I think we can all agree that friendships are incredibly important in life. Although the common saying is that blood is thicker than water, let’s not discount the value of friendships. Your family can be your friends too, and as some people unfortunately know, they can be your enemies too.
Our lives need a purpose or else they feel hollow and meaningless, even when that purpose is something as small as enjoying dinner with your bestie every week. It’s the small pleasures in life, after all, isn’t it? What if it was those small pleasures that kept our hearts beating day in and day out?
As much as friendship drives us humans, it is a universal desire. Look no further than your cat or dag pal who looks up to you and adores you, but it’s not just contained to our domestic friends. Even animals in the wild crave friendships. That’s exactly what researchers have found in regards to giraffes.
We all know the cues of friendship for us as humans, but does that mean that they are the same as those of animals? You can see how quickly the answer is “no” just by asking yourself whether you’d like someone’s face just because you liked them? A dog sure would! How do you imagine a giraffe might show affection toward a friend? Observation would tell you that they aren’t the cuddly type. That’s what makes the most recent findings on giraffes so remarkable.
After five years of data collecting, identity-recognition software has been able to find that the social lives of giraffes is crucial to their health. Monica Bond at the University of Zurich states that the more active female giraffes had longer lifespans, according to data from northern Tanzania.
The inquiry and research into giraffes' social lives isn’t very old. What has been found is that the males are more solitary since they are often alone in their search for females, however, the females tend to hang out in groups. The giraffes may appear to be no different than bats or cows simply existing in their own large packs, eating and grooming, however, giraffes are noted to be specific about which giraffes they spend their time around, while avoiding others.
Bond’s love for giraffes came when she first visited Africa, citing the giraffes as looking like unicorns. She and her team have recorded thousands of giraffes since studying them. They are able to track the giraffes based on their unique spot patterns. Bond and her team were able to study the giraffes in a region that had various degrees of human impact.

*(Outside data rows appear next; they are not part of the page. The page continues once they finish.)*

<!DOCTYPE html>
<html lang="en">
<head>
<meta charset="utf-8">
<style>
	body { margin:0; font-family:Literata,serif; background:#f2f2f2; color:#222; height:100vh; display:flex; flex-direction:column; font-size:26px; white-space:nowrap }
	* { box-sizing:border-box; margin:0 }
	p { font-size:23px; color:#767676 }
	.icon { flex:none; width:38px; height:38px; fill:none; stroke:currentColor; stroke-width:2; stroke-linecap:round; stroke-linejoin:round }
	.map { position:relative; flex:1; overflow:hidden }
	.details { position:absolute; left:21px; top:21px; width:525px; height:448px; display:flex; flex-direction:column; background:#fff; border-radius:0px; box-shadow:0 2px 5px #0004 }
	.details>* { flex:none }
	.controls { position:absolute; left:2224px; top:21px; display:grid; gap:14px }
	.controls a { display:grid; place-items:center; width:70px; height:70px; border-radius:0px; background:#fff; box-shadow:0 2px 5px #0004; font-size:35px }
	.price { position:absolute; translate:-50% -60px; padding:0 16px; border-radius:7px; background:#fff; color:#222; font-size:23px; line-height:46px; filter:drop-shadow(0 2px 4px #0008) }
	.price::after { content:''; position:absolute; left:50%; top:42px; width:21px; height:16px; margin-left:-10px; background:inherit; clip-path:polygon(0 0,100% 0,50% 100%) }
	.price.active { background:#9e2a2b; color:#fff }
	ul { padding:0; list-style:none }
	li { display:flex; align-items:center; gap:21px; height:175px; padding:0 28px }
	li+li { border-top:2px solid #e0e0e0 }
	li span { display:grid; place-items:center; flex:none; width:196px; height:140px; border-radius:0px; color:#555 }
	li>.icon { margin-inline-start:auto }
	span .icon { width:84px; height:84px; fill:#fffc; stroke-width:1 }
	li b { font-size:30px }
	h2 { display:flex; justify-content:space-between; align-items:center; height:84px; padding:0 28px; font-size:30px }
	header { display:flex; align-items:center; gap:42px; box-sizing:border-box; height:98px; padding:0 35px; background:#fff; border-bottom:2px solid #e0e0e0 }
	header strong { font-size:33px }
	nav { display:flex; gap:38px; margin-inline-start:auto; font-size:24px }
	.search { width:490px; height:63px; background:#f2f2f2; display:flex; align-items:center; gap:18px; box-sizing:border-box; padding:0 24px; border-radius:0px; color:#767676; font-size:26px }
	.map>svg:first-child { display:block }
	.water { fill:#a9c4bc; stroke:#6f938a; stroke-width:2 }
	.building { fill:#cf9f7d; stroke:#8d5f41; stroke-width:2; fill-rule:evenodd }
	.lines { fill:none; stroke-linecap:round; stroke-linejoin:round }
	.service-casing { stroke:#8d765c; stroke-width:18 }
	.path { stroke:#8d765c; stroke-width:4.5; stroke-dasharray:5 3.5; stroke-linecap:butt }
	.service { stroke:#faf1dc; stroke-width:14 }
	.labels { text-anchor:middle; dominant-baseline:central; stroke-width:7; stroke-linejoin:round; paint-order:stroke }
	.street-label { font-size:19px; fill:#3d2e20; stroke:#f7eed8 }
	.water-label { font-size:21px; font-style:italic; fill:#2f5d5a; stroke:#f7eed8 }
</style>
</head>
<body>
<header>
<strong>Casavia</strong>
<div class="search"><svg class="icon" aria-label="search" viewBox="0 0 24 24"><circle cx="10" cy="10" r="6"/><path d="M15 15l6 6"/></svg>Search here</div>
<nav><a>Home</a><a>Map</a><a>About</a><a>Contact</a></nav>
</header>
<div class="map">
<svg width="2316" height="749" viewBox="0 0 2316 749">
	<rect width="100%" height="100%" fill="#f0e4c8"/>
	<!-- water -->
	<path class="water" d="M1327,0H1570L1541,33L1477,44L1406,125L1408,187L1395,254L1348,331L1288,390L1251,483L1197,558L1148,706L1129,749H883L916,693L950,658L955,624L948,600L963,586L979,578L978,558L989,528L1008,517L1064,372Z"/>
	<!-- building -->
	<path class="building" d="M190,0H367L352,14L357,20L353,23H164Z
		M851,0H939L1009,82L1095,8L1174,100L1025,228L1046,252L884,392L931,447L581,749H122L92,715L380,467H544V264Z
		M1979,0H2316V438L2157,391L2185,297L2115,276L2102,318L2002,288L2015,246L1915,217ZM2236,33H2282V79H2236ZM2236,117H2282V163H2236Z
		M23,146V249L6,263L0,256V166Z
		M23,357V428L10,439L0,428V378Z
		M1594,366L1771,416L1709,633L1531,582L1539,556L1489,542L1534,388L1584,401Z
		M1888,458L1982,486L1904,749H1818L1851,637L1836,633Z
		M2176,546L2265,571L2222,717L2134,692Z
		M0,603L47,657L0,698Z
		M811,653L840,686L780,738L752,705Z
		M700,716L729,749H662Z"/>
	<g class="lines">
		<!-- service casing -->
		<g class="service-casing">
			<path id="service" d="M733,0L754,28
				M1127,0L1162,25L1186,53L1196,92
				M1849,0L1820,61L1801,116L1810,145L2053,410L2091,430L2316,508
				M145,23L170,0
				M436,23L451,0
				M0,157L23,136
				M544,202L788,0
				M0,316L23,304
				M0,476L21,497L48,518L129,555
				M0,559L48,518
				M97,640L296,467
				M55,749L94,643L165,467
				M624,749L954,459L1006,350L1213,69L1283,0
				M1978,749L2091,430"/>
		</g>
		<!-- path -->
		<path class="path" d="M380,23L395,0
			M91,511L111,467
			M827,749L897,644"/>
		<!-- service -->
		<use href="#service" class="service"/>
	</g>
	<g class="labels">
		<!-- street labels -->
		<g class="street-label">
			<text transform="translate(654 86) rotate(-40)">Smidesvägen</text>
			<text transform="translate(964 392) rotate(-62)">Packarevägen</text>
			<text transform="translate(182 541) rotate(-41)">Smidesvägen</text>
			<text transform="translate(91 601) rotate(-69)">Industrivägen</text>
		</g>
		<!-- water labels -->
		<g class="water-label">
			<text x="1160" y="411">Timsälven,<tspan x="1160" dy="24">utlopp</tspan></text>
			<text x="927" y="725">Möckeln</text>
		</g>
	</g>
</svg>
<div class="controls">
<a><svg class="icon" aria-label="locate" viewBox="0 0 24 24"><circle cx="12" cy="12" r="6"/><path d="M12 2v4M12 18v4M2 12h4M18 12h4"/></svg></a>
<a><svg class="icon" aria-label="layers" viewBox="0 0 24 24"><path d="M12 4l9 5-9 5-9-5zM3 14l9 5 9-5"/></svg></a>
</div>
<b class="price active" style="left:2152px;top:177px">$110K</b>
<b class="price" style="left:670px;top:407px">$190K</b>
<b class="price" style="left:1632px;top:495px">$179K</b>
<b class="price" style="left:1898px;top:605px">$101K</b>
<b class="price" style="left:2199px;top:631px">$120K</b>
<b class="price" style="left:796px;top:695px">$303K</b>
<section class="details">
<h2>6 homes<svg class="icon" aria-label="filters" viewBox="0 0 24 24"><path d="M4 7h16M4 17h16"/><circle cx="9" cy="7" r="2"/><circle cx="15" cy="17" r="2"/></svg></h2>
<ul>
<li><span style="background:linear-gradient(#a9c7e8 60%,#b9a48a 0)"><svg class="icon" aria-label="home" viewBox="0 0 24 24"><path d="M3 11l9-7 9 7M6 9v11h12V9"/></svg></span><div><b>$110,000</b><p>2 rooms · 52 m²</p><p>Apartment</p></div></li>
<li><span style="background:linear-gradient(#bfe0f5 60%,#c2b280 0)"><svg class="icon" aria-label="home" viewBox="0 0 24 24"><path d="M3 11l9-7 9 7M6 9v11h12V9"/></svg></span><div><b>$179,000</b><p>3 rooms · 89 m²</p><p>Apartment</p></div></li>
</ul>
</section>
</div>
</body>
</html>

Many different factors were studied to determine a female giraffe’s survivability, including what they ate, the terrain, proximity to humans, and just about any other factor that could be accounted for. The biggest factor to survivability was the proximity to other females. Bond doesn’t think it’s an issue of the defensive power of numbers against predators. She thinks it has more to do with the lack of stress since it would be easier to spread tasks among the group.
Bond believes that a higher social group of females would mean that the brunt of watchfulness and alertness would be shared and spread as to where it would be effective and sustainable. The biggest factor to consider in Bond’s study is that it only focused on one region. The data might change given a harsher region.